Desse modo o indivíduo não se faz a si mesmo no contexto das suas experiências particulares, ele interioriza os significados que existem na sua materialidade, na objetividade do mundo, significados, estes, que são indiferentes à relação que o indivíduo com ela estabelece. Para Leontiev (1978), o aspecto psicológico, subjetivo, dessa relação está no fato de o indivíduo se apropriar ou não dos significados, as formas de apropriação, as leituras e releituras que a partir delas fará. Ou seja, essas generalizações fixadas nos significados ao serem interiorizadas pelo indivíduo assumem conotações bem peculiares, pois, subordinam-se aos sentidos subjetivos produzidos nas relações estabelecidas na sua vida, a partir da sua atividade.

Esses sentidos são elaborados numa relação concreta entre aquilo que instiga o indivíduo a agir e os objetivos imediatos da sua ação. Os sentidos expressam a conexão dos motivos aos fins. Assim, para verificar o sentido pessoal que orienta a ação é necessário identificar seu motivo correlato. Isto significa que o sentido, mesmo sendo subjetivo, não é concebível como algo abstrato, deslocado da materialidade do mundo. “Todo sentido é sentido de qualquer coisa” (LEONTIEV, 1978, p.97).
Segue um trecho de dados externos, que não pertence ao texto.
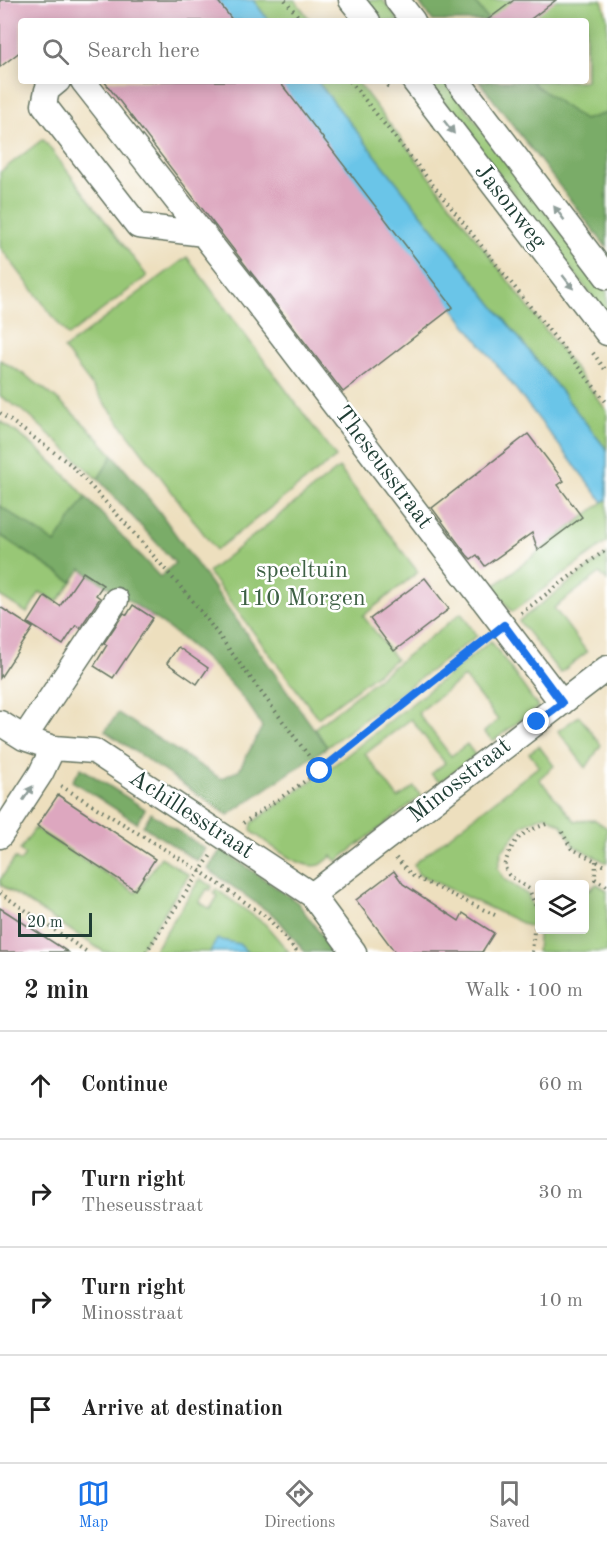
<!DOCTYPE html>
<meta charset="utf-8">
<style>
body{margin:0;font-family:"Old Standard TT",serif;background:#f6f6f6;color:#222}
.controls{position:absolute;right:18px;bottom:18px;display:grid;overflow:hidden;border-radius:6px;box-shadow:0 3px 15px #0003}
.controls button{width:54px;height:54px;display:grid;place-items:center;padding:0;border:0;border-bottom:2px solid #e0e0e0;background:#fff;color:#222;font:30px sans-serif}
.scale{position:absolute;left:18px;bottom:15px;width:74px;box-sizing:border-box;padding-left:6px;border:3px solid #1f3d34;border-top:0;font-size:16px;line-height:21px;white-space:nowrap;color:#1f3d34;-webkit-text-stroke:4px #fff;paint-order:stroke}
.stop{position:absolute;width:18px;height:18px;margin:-14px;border:4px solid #1a73e8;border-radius:50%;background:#fff}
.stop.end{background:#1a73e8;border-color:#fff;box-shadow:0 2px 6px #0008}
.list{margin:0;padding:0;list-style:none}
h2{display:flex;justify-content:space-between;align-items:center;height:78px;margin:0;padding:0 24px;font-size:26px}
h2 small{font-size:20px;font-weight:400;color:#767676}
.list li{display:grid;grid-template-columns:39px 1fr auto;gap:18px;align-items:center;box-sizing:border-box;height:108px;padding:0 24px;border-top:2px solid #e0e0e0}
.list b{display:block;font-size:22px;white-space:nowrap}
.list p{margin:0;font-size:20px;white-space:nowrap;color:#767676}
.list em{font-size:20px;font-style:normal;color:#767676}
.icon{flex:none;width:33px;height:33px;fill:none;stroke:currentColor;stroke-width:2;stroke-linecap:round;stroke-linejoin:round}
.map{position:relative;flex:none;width:607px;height:952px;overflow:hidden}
.search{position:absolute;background:#fff;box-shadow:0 3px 15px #0003;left:18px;right:18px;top:18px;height:66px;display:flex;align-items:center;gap:15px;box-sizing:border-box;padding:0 21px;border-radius:6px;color:#767676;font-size:22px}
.sheet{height:510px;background:#fff}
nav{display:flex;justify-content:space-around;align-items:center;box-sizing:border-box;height:84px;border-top:2px solid #e0e0e0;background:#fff;font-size:16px;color:#767676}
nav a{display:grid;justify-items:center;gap:3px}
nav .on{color:#1a73e8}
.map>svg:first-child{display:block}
.green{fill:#98c776;stroke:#5c8255;stroke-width:1.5}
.forest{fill:#7aac67;stroke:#4c744e;stroke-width:1.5}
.water{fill:#6ac5e8;stroke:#44818e;stroke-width:1.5}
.building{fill:#dda7bf}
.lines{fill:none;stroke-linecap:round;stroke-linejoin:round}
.minor-casing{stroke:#677664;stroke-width:27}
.path{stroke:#677664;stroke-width:4;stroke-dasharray:1.5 4.5;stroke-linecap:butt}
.minor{stroke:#fff;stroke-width:24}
.oneway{fill:#8f9e9a}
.route{stroke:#1a73e8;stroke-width:8}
.labels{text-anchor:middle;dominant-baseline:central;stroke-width:5;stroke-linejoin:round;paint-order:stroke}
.street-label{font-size:24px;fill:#1f3d34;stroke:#fff}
.park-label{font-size:24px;fill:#3d6044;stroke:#fff}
</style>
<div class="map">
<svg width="607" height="952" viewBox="0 0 607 952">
<rect width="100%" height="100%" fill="#fff"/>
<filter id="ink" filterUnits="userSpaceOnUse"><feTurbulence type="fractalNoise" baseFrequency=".0167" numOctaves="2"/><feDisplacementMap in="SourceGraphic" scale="12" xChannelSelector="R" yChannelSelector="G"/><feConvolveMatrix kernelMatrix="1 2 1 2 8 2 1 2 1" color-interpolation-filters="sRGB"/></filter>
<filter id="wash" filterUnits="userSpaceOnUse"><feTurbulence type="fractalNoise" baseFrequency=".008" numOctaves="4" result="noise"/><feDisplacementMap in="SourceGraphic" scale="24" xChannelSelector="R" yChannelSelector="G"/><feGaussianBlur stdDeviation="1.35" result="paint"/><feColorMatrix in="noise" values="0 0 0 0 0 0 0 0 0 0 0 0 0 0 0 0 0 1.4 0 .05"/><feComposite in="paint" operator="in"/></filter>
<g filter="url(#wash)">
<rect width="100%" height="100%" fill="#eddfbe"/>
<path class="green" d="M253,0h42l16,21h-42z
M367,0h16l16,21h-16z
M473,0h129l5,18v95l-23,7 -49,-35 -3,-4h54v-60h-97z
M317,81h40l250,330v39z
M428,81h17l162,211v24z
M43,139l104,137 -79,60 -68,-89v-75z
M187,257l149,200 -120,93 -152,-201z
M0,360c44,24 81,58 113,95l-15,24 -72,-66 -26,-17z
M0,421c31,20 61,48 86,76l-30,47 -56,-38z
M339,468l79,104 -55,44 33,43 -78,59 -110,-146z
M607,499v43l-95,70 -19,-25z
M0,535l72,47 -15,20 -17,-10 -13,21 -27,-17z
M607,554v27l-7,-8 -46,35 33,44 -27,21 -41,-52z
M461,613l16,23 -150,111 -12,-19z
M491,641l47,66 -45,34 -9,-9 14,-12 -34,-43 -46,36 33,43 16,-12 8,11 -35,27 -9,-8 14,-11 -34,-44 -46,35 33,44 16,-11 7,9 -84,65 -5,-5c-4,3 -8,7 -12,9 -20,6 -53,-23 -69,-34l1,-8 90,-64z
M579,716l22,29 -15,23 -28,-37z
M539,746l15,20 -15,13 36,42 20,-1 12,8v35l-33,-17 -12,-21 -17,-10 -22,10 -21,26 -4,17 6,11 24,16 7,17 -5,15 -112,-53 -4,-10 125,-98 -10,-13z
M35,828l101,65 25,-36 28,18 -51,77h-34l-103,-67 -1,-5 15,-22 5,4 5,-7 -5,-5z
M200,879l12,7 -2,4 -3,-1 -8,13 11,7 8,-13 -5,-3 3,-4 49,35 24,28h-42l-8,-8 -22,-4 -7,12h-57z
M597,884l10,6v62h-70l2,-26 1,4h44l1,-37z"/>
<path class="forest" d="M417,0h56l16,21h-56z
M479,81h53l3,4 49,35 23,-7v135z
M113,455l46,56 168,236 -99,68 -123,-84 13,-18 103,66 18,-9 23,-43c-8,-17 -21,-32 -33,-45 -43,-46 -95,-78 -148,-113l-9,13 -72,-47v-29l55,37 31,-46 74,80 15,-14 -77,-84z
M81,768l64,41 -8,14 -65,-42z
M151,813l54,36 -8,12 -54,-35z
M221,849l76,53 37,50h-29l-28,-34 -69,-49z"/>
<path class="water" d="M214,0h39l16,21h-39z
M277,81h40l290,369v49l-4,3z
M217,939l22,5 8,8h-37z"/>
<g id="blocks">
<path class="building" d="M0,0h217l16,21h-212v30l-21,16z
M514,0h42l-28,21h-42z
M104,81h175l174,226 -110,85z
M528,434l36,47 -6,4 24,32 -44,33 -6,-17 -47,33 -8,-11 -6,4 -4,-4 -35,-47z
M83,572l20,13 -7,10 4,3 -20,30 -4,-3 -13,20 -35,-22 17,-27 15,10z
M425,578l24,31 -55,42 -24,-32z
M133,605l20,13 -40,60 -19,-12 13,-21 -3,-2 20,-30 3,2z
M0,607l33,21 -33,50z
M178,647l30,21 -11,16 -30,-21z
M58,795l97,64 -20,31 -98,-64z
M394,871l9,13 56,37 4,-8 31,20 -12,19h-87l-39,-52z
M0,908l8,5 60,39h-68z"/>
</g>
</g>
<g filter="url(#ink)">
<use href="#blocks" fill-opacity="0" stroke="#677664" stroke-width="1.5"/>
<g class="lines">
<defs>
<path id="minor" d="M351,0l17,21
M397,0l16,21
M58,81l-11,9 -3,15 94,121 66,8
M83,81l167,213 312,409
M414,81l193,252
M458,81l149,196
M0,723l24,15 29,10 41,3 218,144 42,57
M24,738l92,-138
M0,836l41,-63 12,-25
M312,895l295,-227"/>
</defs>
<use href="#minor" class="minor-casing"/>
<path class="path" d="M285,0l17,21
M350,81l257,322
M384,81l7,9
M593,353l14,19
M0,413l70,51 57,61 69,80 124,166
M521,613l86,-64
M61,786l139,85 68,47 29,34
M243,823l77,-52 166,-132
M562,832l9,16 36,19
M396,858l17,18 84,40
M596,861l-1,18 12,7
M0,893l87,59
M482,951l1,1
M146,952l65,-97
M532,952l2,-21 5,-17 -10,-25 -20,-14 -5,-9c10,-29 16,-33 45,-43"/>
<use href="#minor" class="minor"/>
</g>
<defs><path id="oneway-solid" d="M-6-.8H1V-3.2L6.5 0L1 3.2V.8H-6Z" transform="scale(1.5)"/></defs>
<g class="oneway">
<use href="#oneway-solid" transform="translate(449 127) rotate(52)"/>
<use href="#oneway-solid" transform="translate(559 213) rotate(-127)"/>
<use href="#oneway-solid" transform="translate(568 282) rotate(52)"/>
<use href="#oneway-solid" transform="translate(28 793) rotate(-56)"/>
</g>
</g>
<g class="lines" filter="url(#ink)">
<path class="route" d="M320,771l184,-146 58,78 -25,19"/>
</g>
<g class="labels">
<g class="street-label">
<text transform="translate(510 207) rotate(52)">Jasonweg</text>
<text transform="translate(383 468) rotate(53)">Theseusstraat</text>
<text transform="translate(460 781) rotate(-38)">Minosstraat</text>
<text transform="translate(191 815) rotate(33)">Achillesstraat</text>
</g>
<g class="park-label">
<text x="302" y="571">speeltuin<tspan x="302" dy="28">110 Morgen</tspan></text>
</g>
</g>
</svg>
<div class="controls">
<button><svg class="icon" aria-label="layers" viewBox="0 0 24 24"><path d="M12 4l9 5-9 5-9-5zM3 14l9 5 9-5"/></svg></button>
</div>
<div class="scale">20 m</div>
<div class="stop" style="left:320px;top:771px"></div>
<div class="stop end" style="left:537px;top:722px"></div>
<div class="search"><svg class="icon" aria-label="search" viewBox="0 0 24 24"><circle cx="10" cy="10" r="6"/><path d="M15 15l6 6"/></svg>Search here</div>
</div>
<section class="sheet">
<h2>2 min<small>Walk · 100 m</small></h2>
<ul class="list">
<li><svg class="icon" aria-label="ahead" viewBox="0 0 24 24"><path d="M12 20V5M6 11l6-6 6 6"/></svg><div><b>Continue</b></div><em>60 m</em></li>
<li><svg class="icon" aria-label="right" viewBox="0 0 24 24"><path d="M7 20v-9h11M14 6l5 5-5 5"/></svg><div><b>Turn right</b><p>Theseusstraat</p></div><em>30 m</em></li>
<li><svg class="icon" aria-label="right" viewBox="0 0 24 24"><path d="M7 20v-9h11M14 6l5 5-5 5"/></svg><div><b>Turn right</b><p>Minosstraat</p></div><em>10 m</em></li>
<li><svg class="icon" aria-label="arrive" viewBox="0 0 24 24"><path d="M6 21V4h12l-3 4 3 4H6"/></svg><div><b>Arrive at destination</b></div></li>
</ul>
</section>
<nav>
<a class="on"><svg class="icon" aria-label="map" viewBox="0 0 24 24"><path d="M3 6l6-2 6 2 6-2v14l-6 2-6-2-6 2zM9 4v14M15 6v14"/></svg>Map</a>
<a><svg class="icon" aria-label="directions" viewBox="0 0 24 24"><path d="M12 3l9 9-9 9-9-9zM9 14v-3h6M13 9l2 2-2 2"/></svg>Directions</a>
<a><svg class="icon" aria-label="saved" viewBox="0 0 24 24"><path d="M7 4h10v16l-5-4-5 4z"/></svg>Saved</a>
</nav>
Eles são produzidos a partir dos significados e expressam a relação que o indivíduo estabelece com os fenômenos objetivos. Isto não implica no fato de sentido pessoal se confundir com significado social. Ambos se distinguem claramente, relacionam-se e constituem-se, conforme o autor, nos principais componentes da estrutura interna da consciência.

Sendo eles os principais componentes, não são, no entanto, os únicos. Essa relação é composta também pelo conteúdo sensível que se constitui a partir da percepção imediata do mundo. Pela relação direta do indivíduo com o mundo, suas sensações e percepções capturam os estímulos exteriores e os transforma em elementos da consciência, constituindo sua base material. Assim, o conteúdo sensível revela-se como condição para o desenvolvimento da consciência, mas não suficiente para explicitar toda sua complexidade. Esta somente se expressará na relação com os sentidos e significados, no interior das suas atividades (idem, ibidem).

Para compreender essa complexidade é preciso considerar as relações entre as particularidades do indivíduo e as generalidades da vida em sociedade. Entender que o indivíduo se constitui tendo por base as condições materiais e históricas produzidas pela humanidade e as relações sociais a partir delas estabelecidas. E, por fim, entender que no processo de reprodução social todos os complexos sociais assumem determinada função.

Somente a partir da compreensão de que o ser social possui características ontologicamente particulares, torna-se possível explicar as peculiaridades do complexo da educação, em que circunstâncias ele é chamado à cena pelo trabalho e qual sua razão de ser. A partir dessa mediação poderemos entender, adiante, em que momento na história da humanidade a educação social se faz necessária, que sentidos e significados produz e qual a função que assume no processo de reprodução da sociedade.